*ASSIGNMENT*: Pull each line containing "strokeStyle" out of the data and copy it.

-------

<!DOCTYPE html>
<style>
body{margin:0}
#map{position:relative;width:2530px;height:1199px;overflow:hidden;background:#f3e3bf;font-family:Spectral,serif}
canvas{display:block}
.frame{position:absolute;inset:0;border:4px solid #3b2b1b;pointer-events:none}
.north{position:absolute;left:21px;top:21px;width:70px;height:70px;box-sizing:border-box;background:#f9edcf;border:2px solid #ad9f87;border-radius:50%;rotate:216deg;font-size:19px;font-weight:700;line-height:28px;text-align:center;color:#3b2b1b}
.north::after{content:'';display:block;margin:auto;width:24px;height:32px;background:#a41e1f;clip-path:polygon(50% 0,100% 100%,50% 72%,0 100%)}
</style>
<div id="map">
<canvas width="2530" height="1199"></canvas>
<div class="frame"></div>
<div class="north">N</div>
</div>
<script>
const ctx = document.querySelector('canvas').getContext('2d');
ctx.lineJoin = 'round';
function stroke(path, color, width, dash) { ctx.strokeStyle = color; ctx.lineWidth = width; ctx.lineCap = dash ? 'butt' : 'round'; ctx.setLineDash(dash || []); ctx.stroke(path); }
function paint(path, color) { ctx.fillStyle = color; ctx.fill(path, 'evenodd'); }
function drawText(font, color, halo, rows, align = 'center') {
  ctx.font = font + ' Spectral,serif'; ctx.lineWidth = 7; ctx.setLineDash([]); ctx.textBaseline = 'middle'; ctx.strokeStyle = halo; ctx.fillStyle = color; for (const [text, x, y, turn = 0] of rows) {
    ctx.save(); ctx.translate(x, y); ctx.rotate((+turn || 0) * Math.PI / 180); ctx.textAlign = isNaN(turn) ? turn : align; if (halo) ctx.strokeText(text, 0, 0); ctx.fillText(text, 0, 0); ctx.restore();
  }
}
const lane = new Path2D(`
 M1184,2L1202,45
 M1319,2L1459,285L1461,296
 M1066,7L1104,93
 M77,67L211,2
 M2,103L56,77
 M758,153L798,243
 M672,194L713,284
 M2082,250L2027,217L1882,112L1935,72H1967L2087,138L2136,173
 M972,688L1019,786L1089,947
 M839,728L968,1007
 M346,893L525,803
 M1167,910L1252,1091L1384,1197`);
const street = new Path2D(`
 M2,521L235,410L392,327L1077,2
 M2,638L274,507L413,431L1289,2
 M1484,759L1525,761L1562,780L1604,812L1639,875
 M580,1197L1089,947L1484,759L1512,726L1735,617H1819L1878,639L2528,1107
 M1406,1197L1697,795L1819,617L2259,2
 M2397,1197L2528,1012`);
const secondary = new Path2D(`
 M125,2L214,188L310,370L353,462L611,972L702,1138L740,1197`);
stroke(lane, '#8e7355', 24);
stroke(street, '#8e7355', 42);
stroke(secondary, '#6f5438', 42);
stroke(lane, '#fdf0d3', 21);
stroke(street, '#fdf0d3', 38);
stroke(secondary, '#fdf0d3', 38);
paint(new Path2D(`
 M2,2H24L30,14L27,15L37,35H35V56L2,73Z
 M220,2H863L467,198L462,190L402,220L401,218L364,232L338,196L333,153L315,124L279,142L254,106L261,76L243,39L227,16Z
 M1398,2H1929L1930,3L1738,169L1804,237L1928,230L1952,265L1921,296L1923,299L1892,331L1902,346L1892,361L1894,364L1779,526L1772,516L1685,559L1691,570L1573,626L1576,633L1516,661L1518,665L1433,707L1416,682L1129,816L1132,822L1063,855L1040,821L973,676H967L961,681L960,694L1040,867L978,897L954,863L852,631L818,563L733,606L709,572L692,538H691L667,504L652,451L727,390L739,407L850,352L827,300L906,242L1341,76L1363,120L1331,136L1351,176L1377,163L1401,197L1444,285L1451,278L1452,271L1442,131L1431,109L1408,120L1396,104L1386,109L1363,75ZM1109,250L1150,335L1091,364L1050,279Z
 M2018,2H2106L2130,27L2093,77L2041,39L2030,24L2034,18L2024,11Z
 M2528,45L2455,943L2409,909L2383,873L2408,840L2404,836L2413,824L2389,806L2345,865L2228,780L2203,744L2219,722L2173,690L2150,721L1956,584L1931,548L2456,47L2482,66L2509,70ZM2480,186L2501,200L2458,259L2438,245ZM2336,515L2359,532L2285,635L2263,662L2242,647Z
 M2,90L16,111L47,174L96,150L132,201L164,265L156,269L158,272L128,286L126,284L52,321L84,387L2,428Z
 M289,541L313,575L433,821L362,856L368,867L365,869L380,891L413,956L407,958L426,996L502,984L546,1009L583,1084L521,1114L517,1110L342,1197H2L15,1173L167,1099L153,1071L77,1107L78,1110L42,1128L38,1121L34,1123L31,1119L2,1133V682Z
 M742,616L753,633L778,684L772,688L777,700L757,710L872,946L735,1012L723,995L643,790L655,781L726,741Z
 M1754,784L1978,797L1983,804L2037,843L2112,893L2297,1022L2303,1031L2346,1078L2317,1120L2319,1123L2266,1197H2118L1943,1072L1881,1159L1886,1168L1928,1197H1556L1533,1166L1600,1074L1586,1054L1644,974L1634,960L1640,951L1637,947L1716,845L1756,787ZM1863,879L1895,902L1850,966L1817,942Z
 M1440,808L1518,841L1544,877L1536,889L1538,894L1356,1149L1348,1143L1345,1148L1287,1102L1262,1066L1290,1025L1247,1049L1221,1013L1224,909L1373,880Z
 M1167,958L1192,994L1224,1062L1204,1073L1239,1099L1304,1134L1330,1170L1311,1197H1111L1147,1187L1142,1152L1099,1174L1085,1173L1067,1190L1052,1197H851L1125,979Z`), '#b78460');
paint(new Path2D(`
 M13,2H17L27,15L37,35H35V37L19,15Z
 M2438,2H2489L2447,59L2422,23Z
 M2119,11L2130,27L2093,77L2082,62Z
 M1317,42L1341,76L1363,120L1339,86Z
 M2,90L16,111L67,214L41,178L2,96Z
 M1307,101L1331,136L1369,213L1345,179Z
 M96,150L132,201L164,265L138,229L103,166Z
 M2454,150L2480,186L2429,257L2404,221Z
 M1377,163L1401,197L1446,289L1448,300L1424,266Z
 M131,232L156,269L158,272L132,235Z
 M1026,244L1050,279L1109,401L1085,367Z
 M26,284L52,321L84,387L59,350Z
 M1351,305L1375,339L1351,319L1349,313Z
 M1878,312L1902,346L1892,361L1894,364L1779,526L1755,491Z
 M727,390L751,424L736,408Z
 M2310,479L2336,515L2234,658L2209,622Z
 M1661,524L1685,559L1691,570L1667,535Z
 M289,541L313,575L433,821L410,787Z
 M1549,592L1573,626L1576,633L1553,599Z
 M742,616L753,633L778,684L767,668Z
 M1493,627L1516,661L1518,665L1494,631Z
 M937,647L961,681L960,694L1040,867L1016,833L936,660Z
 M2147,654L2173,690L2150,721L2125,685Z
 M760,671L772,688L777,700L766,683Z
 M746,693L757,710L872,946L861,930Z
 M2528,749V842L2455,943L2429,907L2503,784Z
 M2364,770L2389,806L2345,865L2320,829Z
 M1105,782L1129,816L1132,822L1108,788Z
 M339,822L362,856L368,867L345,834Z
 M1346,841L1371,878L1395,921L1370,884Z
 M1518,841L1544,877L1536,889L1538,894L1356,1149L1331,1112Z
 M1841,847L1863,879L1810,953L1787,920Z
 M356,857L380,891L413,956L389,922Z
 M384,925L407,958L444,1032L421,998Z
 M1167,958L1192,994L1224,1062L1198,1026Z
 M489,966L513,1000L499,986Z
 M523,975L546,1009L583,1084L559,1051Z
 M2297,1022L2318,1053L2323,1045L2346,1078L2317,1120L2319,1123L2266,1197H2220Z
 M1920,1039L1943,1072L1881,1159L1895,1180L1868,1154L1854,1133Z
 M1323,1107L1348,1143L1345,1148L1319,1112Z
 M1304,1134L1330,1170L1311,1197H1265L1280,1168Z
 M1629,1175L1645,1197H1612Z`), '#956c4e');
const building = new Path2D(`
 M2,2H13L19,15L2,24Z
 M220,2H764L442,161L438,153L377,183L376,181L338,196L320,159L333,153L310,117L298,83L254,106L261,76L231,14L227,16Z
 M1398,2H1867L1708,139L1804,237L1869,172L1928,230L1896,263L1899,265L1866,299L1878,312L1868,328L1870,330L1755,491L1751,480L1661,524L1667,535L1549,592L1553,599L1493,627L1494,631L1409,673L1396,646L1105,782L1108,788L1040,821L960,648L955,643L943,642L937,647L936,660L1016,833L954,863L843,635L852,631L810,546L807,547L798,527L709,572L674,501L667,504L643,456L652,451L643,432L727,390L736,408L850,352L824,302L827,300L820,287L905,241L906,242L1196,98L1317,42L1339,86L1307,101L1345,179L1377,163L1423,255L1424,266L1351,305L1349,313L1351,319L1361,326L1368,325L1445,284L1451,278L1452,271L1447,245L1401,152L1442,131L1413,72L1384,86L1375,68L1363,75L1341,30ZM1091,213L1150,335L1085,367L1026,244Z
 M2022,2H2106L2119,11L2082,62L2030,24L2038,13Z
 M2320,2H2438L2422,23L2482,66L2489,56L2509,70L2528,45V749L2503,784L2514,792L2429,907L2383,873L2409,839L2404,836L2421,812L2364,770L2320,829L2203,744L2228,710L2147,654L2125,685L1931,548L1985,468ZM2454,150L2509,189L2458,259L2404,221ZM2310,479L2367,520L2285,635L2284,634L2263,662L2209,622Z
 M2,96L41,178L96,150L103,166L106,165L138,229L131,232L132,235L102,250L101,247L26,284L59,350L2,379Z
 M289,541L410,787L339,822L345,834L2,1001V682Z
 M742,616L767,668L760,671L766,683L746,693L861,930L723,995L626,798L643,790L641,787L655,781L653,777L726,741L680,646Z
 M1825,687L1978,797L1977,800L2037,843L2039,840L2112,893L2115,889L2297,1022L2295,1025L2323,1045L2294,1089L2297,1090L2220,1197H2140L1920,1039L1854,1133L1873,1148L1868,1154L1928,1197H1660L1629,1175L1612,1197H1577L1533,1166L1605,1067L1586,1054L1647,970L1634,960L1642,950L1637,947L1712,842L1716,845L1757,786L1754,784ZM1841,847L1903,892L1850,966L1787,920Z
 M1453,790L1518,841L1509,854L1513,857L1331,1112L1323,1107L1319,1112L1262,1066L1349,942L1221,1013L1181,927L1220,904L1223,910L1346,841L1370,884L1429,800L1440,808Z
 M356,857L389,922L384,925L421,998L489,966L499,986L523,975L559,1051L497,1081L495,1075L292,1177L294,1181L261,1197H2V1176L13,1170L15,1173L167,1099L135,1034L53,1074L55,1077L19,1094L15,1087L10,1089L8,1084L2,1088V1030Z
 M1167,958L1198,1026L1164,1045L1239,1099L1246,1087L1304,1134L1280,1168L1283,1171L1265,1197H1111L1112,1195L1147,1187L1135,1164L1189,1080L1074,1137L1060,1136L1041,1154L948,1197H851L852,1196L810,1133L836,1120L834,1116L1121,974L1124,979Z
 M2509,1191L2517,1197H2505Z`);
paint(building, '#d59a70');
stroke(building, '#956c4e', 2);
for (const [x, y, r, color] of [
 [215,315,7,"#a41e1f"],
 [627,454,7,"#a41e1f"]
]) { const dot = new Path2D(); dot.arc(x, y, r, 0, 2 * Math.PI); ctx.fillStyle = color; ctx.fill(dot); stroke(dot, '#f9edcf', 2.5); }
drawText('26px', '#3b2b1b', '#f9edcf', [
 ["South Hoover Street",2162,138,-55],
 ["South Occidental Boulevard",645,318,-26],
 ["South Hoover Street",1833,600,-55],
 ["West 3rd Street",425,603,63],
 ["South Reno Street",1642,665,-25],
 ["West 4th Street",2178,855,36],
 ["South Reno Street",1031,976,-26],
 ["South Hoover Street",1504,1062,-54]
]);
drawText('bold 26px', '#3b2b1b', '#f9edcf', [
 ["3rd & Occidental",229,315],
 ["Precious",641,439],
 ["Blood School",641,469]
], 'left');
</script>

-------

*WRITTEN RESPONSE*:
function stroke(path, color, width, dash) { ctx.strokeStyle = color; ctx.lineWidth = width; ctx.lineCap = dash ? 'butt' : 'round'; ctx.setLineDash(dash || []); ctx.stroke(path); }
  ctx.font = font + ' Spectral,serif'; ctx.lineWidth = 7; ctx.setLineDash([]); ctx.textBaseline = 'middle'; ctx.strokeStyle = halo; ctx.fillStyle = color; for (const [text, x, y, turn = 0] of rows) {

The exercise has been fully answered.